Deploy the updated configuration:

npx wrangler deploy

When wrangler sees the new durable_objects and migrations blocks, it automatically creates the SIRTSession Durable Object class in your account. You don’t need to run any separate migration command — wrangler handles it during deployment.

Step 4: Verify persistent state

Now test that state persists across page reloads:

  1. Open your app in the browser at your *.workers.dev URL.
  2. Click on any incident in the queue — for example, “Malware + C2 Beacon.”
  3. You should see the incident detail view with the status showing as “new” or “open.”
  4. If there’s a button to change the status (like “Start Investigation”), click it to transition the status to “investigating.”
  5. Reload the page (Ctrl+R / Cmd+R).
  6. The incident should still show the “investigating” status — not reset back to “new.”

That’s the Durable Object at work. Without it, page state would be lost on every reload. With it, each incident’s investigation state lives in a dedicated DO instance that persists indefinitely.

What’s happening architecturally

Here’s the request flow when you click an incident:

Browser → Worker → SIRT_SESSION DO (incident_id)

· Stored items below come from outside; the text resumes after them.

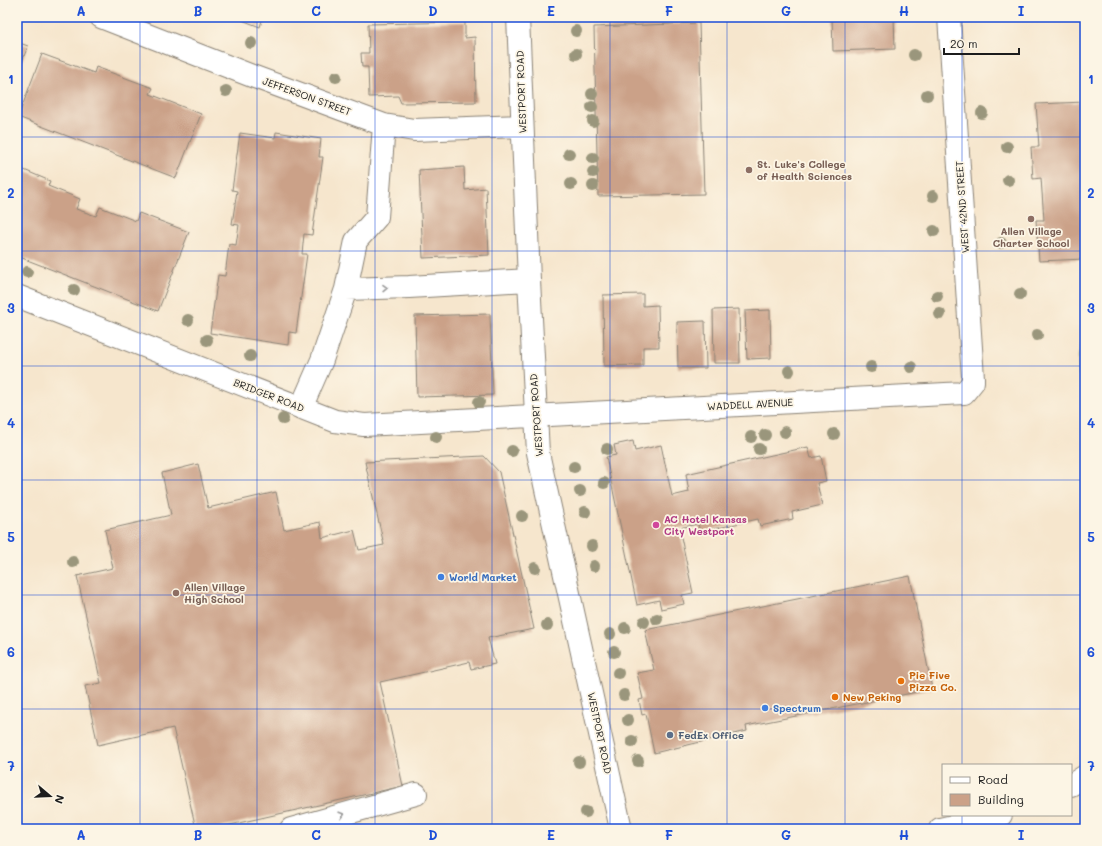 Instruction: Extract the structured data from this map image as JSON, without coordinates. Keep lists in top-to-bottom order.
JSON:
{
  "streets": {
    "street": [
      "WESTPORT ROAD",
      "JEFFERSON STREET",
      "WEST 42ND STREET",
      "BRIDGER ROAD",
      "WADDELL AVENUE"
    ]
  },
  "crossings": [
    ["WESTPORT ROAD", "JEFFERSON STREET"],
    ["WESTPORT ROAD", "BRIDGER ROAD"],
    ["WESTPORT ROAD", "WADDELL AVENUE"],
    ["WEST 42ND STREET", "WADDELL AVENUE"],
    ["BRIDGER ROAD", "WADDELL AVENUE"]
  ],
  "places": [
    "St. Luke's College of Health Sciences",
    "Allen Village Charter School",
    "AC Hotel Kansas City Westport",
    "World Market",
    "Allen Village High School",
    "Pie Five Pizza Co.",
    "New Peking",
    "Spectrum",
    "FedEx Office"
  ],
  "legend": ["Road", "Building"],
  "scale_bar": "20 m",
  "north": "right",
  "grid": {
    "columns": [
      "A",
      "B",
      "C",
      "D",
      "E",
      "F",
      "G",
      "H",
      "I"
    ],
    "rows": [
      "1",
      "2",
      "3",
      "4",
      "5",
      "6",
      "7"
    ]
  }
} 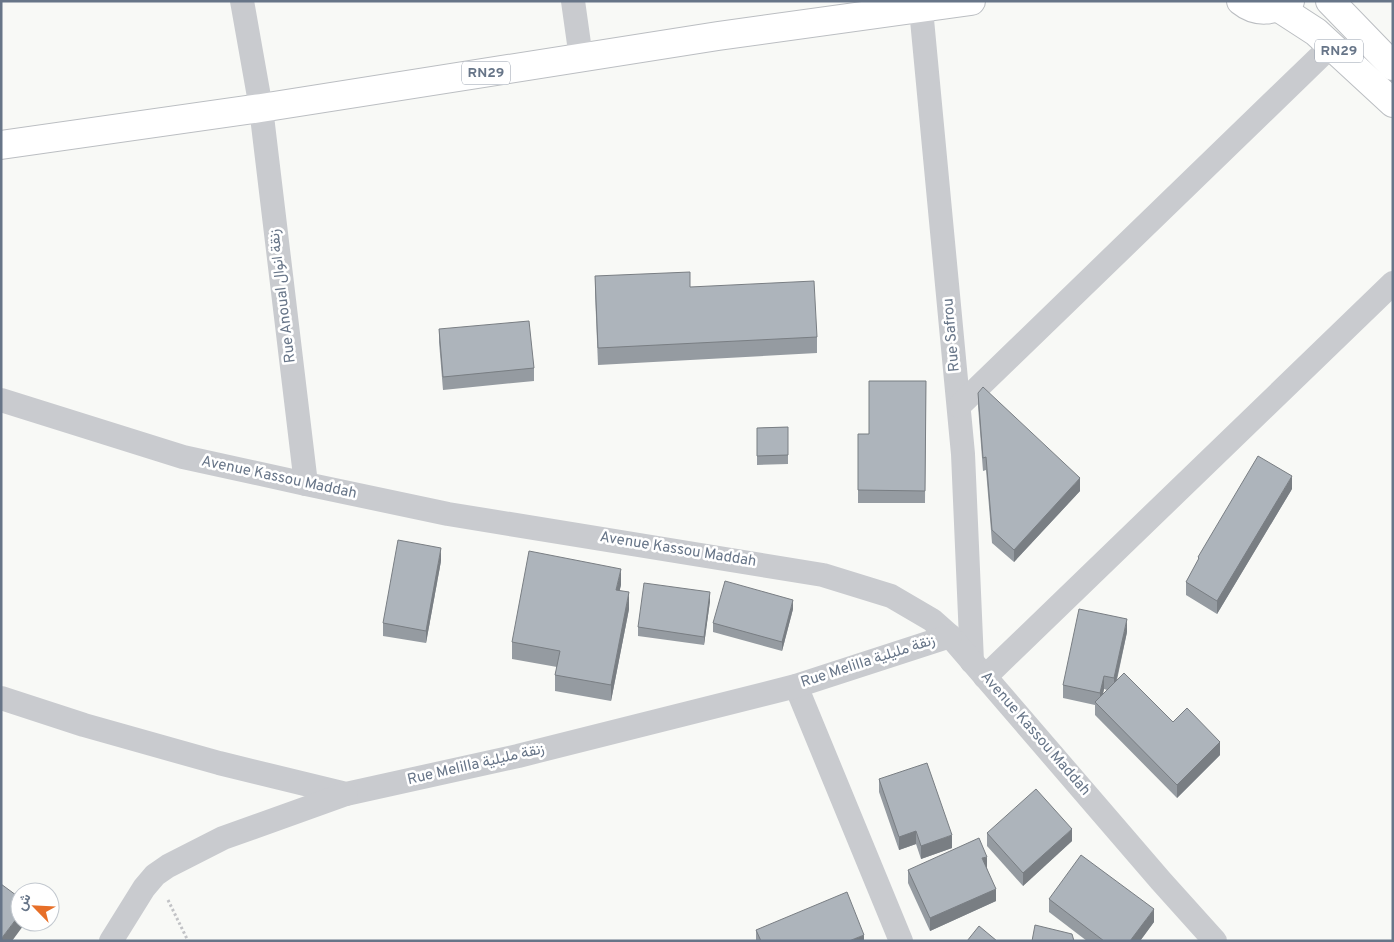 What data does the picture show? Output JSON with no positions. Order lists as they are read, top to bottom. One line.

                         ├── Reads/writes session state
                         ├── Stores: status, timestamps, scratchpad
                         └── Returns: current state to render
  1. Your browser makes a request to the Worker.
  2. The Worker looks up the SIRT_SESSION binding and calls env.SIRT_SESSION.get(incidentId) to get a stub for this incident’s Durable Object.
  3. The request is routed to the single global instance of that DO. If it doesn’t exist yet, Cloudflare creates it.
  4. The DO reads or writes state using its embedded SQLite storage.
  5. The response flows back through the Worker to the browser.

Because DOs are single-instance, there’s no risk of split-brain or stale reads. If two analysts open the same incident simultaneously, both requests route to the same DO instance.

What comes next

Right now, the SIRTSession DO stores basic state: status and timestamps. In lesson 08, you’ll add Workers AI so the “Investigate” button actually calls an LLM. In lessons 10–12, the DO becomes the backbone of the full agent harness — the Coordinator dispatches sub-agents, and their results are stored in the DO’s SQLite database as they arrive.